Warum die Dunkelziffer wahrscheinlich schon vor neuer Teststrategie zugenommen hat

Völlig blind tappen Politiker und Experten dennoch nicht durch die Pandemie. Das zeigt auch die Simulation des Science Media Centers. Zwar kann sich die Zahl der täglich gemeldeten Neuinfektionen durch die angepasste Teststrategie verändern. Vergleicht man dagegen das Wachstum – also wie schnell die Fallzahlen im Vergleich zur Vorwoche steigen –, macht sich der Effekt nur für kurze Zeit bemerkbar, wie rechts in der Grafik zu sehen. Weil die Werte wochenweise verglichen werden, sollte sich der Einfluss der neuen Teststrategie beim Wachstum also binnen sieben Tagen auswaschen.

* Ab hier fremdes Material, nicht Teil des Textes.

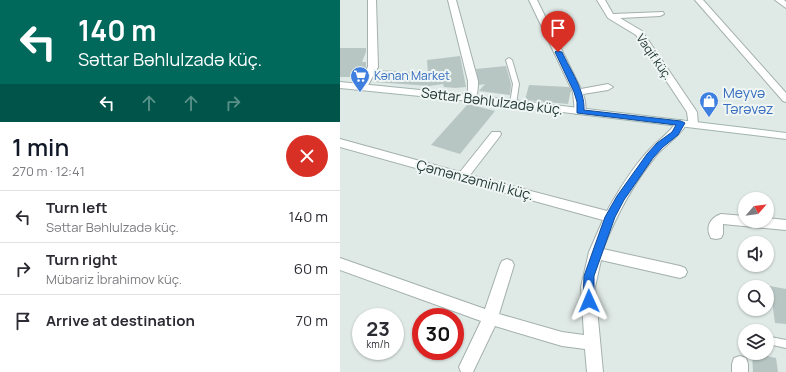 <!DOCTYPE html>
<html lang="en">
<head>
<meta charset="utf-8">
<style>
  body { margin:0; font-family:Manrope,sans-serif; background:#f7f7f7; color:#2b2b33; height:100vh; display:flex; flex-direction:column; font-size:15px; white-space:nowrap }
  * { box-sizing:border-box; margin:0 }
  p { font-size:13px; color:#7c7c81 }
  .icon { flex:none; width:22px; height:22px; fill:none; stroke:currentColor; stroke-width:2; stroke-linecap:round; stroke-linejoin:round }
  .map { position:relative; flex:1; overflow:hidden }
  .panel { display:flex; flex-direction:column; background:#fff; width:340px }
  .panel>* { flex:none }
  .top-card { background:#00695c; color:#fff; overflow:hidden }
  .needle { width:26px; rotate:62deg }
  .buttons { position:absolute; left:398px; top:192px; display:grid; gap:8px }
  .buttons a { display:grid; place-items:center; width:36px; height:36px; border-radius:50%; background:#fff; box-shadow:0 1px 3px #0004; font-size:20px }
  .speed { position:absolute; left:12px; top:308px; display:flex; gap:8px; font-size:20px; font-weight:700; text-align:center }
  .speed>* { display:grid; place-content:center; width:52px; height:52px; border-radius:50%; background:#fff; box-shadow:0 1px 3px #0004; line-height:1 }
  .speed small { font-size:10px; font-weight:400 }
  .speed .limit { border:6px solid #d22; background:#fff; color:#111 }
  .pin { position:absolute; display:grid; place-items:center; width:34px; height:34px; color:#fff; margin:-41px -17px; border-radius:50% 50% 50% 0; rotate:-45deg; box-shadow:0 0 4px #0007 }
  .pin .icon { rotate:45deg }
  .me { position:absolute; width:44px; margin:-22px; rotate:359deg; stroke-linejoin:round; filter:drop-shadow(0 0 3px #0008) }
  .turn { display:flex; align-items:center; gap:14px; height:84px; padding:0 12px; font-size:18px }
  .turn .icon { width:52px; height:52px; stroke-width:2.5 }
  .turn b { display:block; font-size:28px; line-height:34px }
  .lanes { display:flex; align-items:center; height:38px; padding:0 12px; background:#0003; justify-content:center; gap:20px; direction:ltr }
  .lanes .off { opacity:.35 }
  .round { display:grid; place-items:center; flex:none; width:42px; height:42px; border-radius:21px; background:#f7f7f7 }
  .overview { display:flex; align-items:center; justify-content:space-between; height:68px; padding:0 12px }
  h1 { font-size:24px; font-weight:600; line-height:30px; color:#111827 }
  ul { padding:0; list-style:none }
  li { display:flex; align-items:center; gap:12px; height:52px; padding:0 12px; border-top:1px solid #e1e1e2 }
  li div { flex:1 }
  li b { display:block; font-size:15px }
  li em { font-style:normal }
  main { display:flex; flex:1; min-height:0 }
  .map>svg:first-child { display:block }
  .building { fill:#b8c6c3 }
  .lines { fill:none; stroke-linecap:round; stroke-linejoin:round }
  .lane-casing { stroke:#a3b0ad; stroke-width:2 }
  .street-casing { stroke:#a3b0ad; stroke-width:2 }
  .secondary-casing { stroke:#a0b4af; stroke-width:2 }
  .lane { fill:#fff; fill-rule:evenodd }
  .street { fill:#fff; fill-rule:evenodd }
  .secondary { fill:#fff; fill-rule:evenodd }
  .route { fill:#1a73e8; stroke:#114b97 }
  .labels { text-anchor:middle; stroke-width:4; stroke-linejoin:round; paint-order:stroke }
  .far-street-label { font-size:12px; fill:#223835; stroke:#eff6f4 }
  .far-shop-label { font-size:12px; fill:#366cbe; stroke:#eff6f4; text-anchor:start }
  .shop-label { font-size:14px; fill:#366cbe; stroke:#eff6f4; text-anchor:start }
  .street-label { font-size:14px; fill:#223835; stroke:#eff6f4 }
</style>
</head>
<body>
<main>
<section class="panel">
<div class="top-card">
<div class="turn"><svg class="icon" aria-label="left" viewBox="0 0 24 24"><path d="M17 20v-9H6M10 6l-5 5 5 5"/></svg><div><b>140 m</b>Səttar Bəhlulzadə küç.</div></div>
<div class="lanes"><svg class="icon" aria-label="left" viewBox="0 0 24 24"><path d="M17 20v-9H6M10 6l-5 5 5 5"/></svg><svg class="icon off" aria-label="ahead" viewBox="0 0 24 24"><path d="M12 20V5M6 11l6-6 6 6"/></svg><svg class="icon off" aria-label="ahead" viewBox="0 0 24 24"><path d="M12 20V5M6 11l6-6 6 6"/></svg><svg class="icon off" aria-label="right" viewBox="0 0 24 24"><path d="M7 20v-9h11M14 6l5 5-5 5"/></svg></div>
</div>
<div class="overview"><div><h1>1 min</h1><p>270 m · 12:41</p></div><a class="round" style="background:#d93025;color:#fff"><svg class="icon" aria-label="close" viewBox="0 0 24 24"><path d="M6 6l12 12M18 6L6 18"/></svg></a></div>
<ul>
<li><svg class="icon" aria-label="left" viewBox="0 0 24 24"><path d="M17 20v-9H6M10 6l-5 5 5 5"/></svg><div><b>Turn left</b><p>Səttar Bəhlulzadə küç.</p></div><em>140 m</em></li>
<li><svg class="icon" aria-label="right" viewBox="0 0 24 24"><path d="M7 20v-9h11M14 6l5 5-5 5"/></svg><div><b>Turn right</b><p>Mübariz İbrahimov küç.</p></div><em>60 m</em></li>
<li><svg class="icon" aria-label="arrive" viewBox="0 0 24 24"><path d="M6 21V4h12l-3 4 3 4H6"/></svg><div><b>Arrive at destination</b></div><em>70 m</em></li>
</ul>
</section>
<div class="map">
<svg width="446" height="372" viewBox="0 0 446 372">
  <rect width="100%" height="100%" fill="#dfe9e6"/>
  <g class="building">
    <polygon points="0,48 26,48 26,52 22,62 26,62 26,67 21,77 0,77"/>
    <polygon points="120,56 126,87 115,88 104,87 103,84 90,86 34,82 41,70 88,73 87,60"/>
    <polygon points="166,66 171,84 170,95 139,91 145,84 139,85 136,69"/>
    <polygon points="189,85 229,87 231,90 228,104 185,100"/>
    <polygon points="128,104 155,111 120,154 91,145"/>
    <polygon points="430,286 446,289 446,324 435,323"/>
    <polygon points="412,353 436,358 438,372 413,372"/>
  </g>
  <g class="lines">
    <defs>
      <g id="lane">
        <polygon points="169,58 172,60 179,84 176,104 173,106 170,104 173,84 166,60"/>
        <polygon points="431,337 446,340 446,348 428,344 428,338"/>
      </g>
      <g id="street">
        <polygon points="28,0 36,0 38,67 27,87 22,90 17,87 28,67"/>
        <path d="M108 0H116L138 81C138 88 138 99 130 101L125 98 128 90V81Z"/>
        <path d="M189 0H197L241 89 268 84 273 87 268 90 243 94C245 100 247 109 244 114H236L235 112 233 92Z"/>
        <polygon points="257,0 265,0 273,14 323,12 324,14 320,16 280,18 302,31 357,112 358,125 357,127 349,127 347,112 296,35 268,18"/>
        <polygon points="355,0 363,0 446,93 446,102 443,101"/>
        <polygon points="435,0 444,0 446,2 446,8"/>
        <path d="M341 120 346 123 344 128C336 139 324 146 315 157 293 184 276 216 263 249L340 266 345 268 347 272 345 276 340 278 261 260 255 287 263 372H247L245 349 222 346 155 326 133 372H121L119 367 141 321 0 270V258L145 309 160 265 162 261 167 259 172 261 174 265 159 314 222 332 244 335 241 287 249 252 263 220 0 147V139L120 172 152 132H160L161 134 160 136 130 175 267 211C279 190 292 168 309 150 319 139 330 133 337 121Z"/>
        <path d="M381 214 405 216V221H427V218L446 220V230L383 224V234L381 238 376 239 371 238C365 227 370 218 381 214Z"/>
        <polygon points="400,356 406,358 408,364 408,372 392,372 392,364 394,358"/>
      </g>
      <polygon id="secondary" points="0,82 130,95 446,133 446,139 130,101 0,88"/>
    </defs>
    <use href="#lane" class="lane-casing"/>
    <use href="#street" class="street-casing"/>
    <use href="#secondary" class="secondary-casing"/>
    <use href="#lane" class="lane"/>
    <use href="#street" class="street"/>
    <use href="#secondary" class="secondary"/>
  </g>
  <path class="route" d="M216 51 222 52C230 70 245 90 244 110L341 121 345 123 338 135 323 147 313 158 284 200 275 217 254 276V301L253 304 249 306 245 304 243 301 244 276 265 217 277 196 307 154 317 143 332 132 336 125 237 113V102L234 92 215 52Z"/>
  <defs>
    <symbol id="supermarket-pin" viewBox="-11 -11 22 30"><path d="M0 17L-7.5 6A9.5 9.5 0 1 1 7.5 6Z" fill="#3f7fe0" stroke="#eff6f4"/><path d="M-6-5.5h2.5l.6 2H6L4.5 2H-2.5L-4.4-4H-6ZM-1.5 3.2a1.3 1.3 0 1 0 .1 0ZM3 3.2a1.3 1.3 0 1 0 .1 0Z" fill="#fff"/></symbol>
    <symbol id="shop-pin" viewBox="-11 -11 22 30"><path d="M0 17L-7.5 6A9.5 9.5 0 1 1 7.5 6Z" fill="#3f7fe0" stroke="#eff6f4"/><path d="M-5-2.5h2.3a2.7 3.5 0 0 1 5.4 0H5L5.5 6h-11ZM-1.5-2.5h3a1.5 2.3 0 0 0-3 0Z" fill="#fff"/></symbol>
  </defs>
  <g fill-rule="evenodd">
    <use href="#supermarket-pin" x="9" y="65" width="22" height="30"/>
    <use href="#shop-pin" x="358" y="90" width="22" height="30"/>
  </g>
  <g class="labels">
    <g class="far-street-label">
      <text transform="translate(314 57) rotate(55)" y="4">Vaqif küç.</text>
    </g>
    <g class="far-shop-label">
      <text x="34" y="80">Kənan Market</text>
    </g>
    <g class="shop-label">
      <text x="383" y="98">Meyvə<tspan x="383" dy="16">Tərəvəz</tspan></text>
    </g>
    <g class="street-label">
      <text transform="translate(152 101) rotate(7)" y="5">Səttar Bəhlulzadə küç.</text>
      <text transform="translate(135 180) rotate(15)" y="5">Çəmənzəminli küç.</text>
    </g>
  </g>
</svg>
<div class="buttons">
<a><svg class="needle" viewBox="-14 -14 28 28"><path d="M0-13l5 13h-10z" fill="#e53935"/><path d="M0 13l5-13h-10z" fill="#7c7c81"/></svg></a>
<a><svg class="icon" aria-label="sound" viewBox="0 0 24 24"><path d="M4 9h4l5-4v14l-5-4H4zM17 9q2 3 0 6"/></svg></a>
<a><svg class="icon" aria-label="search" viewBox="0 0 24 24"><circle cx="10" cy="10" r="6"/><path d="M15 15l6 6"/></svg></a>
<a><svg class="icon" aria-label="layers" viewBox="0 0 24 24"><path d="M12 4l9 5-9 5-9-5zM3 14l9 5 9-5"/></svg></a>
</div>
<div class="speed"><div>23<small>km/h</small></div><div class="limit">30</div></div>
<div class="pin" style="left:218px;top:52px;background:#d93025"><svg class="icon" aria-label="arrive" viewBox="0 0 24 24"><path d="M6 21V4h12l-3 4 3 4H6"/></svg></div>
<svg class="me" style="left:249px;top:301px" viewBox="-20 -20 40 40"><path d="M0-17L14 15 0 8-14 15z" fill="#1a73e8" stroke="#fff" stroke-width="4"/></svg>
</div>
</main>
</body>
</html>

RKI-Chef Wieler geht zudem davon aus, dass die Dunkelziffer schon vor der neuen Teststrategie zugenommen hat, weil die Labors an ihrer Kapazitätsgrenze angekommen waren. Mehrere Antikörperstudien gehen davon aus, dass die Dunkelziffer im Frühjahr beim Vierfachen der tatsächlich bekannten Infektionen lag.

Corona-Leugner führen das immer wieder als Argument an, die seitdem gestiegene Testkapazität leuchte diese Dunkelziffer nur aus und dramatisiere die Situation. Doch das ist in dieser Einfachheit falsch. Denn bei einem Parameter ist kaum eine Dunkelziffer zu erwarten: Wer sehr schwer an Covid-19 erkrankt, muss auf die Intensivstation. Solche Fälle können kaum unentdeckt bleiben. Und die Zahl der Intensivpatienten hat einen neuen Höchststand erreicht, auch die Zahl der Todesfälle steigt rasant. Allein am Mittwoch meldete das RKI 305 Covid-19-Tote, am vorherigen Mittwoch waren es noch 261.

Das RKI stimmt bereits auf einen Winter ein, in dem Verdachtsfälle auf Tests werden warten müssen. »Es ist vor dem Hintergrund der derzeit begrenzten Testkapazitäten und der Häufigkeit von Erkältungskrankheiten in den Wintermonaten nicht möglich, alle Covid-19-Erkrankungen in Deutschland durch Tests zu bestätigen«, heißt es auf der Website des RKI . Ein Teil der Infektionen bleibe weiterhin unerkannt und finde keinen Eingang in das Meldesystem. Das RKI rät deshalb jedem mit »jeglicher respiratorischer Symptomatik«, sich mindestens für fünf Tage zu Hause zu isolieren und erst wieder das Haus zu verlassen, wenn man 48 Stunden beschwerdefrei war.